_Task requirements_. Set down, exactly as written, every line from the top of the records below to the line containing "Transcribe the names", both ends included, and no others.

== Records for this task ==

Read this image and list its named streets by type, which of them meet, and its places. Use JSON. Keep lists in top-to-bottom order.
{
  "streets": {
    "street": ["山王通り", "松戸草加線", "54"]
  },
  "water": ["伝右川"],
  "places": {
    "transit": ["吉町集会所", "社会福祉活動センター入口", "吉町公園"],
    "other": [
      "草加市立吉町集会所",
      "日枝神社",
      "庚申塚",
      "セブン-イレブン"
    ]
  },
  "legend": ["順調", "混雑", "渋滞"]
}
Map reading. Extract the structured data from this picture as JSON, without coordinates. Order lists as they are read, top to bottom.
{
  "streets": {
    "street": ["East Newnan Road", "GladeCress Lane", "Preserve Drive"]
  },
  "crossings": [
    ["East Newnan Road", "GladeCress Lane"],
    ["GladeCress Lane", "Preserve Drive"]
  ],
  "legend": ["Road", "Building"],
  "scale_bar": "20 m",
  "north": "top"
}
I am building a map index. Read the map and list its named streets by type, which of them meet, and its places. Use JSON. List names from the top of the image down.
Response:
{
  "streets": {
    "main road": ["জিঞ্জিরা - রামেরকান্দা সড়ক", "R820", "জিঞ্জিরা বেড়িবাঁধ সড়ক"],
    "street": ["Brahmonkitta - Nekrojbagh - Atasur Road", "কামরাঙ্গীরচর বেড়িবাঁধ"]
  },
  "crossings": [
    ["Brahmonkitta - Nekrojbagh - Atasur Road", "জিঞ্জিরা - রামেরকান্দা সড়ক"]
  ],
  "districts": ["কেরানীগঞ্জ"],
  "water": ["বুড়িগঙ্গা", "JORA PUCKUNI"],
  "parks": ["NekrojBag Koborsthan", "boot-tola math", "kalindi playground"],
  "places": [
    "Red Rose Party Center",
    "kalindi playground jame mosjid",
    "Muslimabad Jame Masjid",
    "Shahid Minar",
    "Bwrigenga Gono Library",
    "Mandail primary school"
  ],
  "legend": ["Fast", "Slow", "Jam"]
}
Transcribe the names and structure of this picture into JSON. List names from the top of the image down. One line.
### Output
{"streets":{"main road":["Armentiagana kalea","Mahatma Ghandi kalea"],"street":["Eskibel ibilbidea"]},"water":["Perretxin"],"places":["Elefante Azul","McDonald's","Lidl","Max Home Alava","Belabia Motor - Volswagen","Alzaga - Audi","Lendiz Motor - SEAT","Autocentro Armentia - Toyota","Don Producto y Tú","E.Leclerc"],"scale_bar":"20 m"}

===

_Response to the exercise_.
Read this image and list its named streets by type, which of them meet, and its places. Use JSON. Keep lists in top-to-bottom order.
{
  "streets": {
    "street": ["山王通り", "松戸草加線", "54"]
  },
  "water": ["伝右川"],
  "places": {
    "transit": ["吉町集会所", "社会福祉活動センター入口", "吉町公園"],
    "other": [
      "草加市立吉町集会所",
      "日枝神社",
      "庚申塚",
      "セブン-イレブン"
    ]
  },
  "legend": ["順調", "混雑", "渋滞"]
}
Map reading. Extract the structured data from this picture as JSON, without coordinates. Order lists as they are read, top to bottom.
{
  "streets": {
    "street": ["East Newnan Road", "GladeCress Lane", "Preserve Drive"]
  },
  "crossings": [
    ["East Newnan Road", "GladeCress Lane"],
    ["GladeCress Lane", "Preserve Drive"]
  ],
  "legend": ["Road", "Building"],
  "scale_bar": "20 m",
  "north": "top"
}
I am building a map index. Read the map and list its named streets by type, which of them meet, and its places. Use JSON. List names from the top of the image down.
Response:
{
  "streets": {
    "main road": ["জিঞ্জিরা - রামেরকান্দা সড়ক", "R820", "জিঞ্জিরা বেড়িবাঁধ সড়ক"],
    "street": ["Brahmonkitta - Nekrojbagh - Atasur Road", "কামরাঙ্গীরচর বেড়িবাঁধ"]
  },
  "crossings": [
    ["Brahmonkitta - Nekrojbagh - Atasur Road", "জিঞ্জিরা - রামেরকান্দা সড়ক"]
  ],
  "districts": ["কেরানীগঞ্জ"],
  "water": ["বুড়িগঙ্গা", "JORA PUCKUNI"],
  "parks": ["NekrojBag Koborsthan", "boot-tola math", "kalindi playground"],
  "places": [
    "Red Rose Party Center",
    "kalindi playground jame mosjid",
    "Muslimabad Jame Masjid",
    "Shahid Minar",
    "Bwrigenga Gono Library",
    "Mandail primary school"
  ],
  "legend": ["Fast", "Slow", "Jam"]
}
Transcribe the names and structure of this picture into JSON. List names from the top of the image down. One line.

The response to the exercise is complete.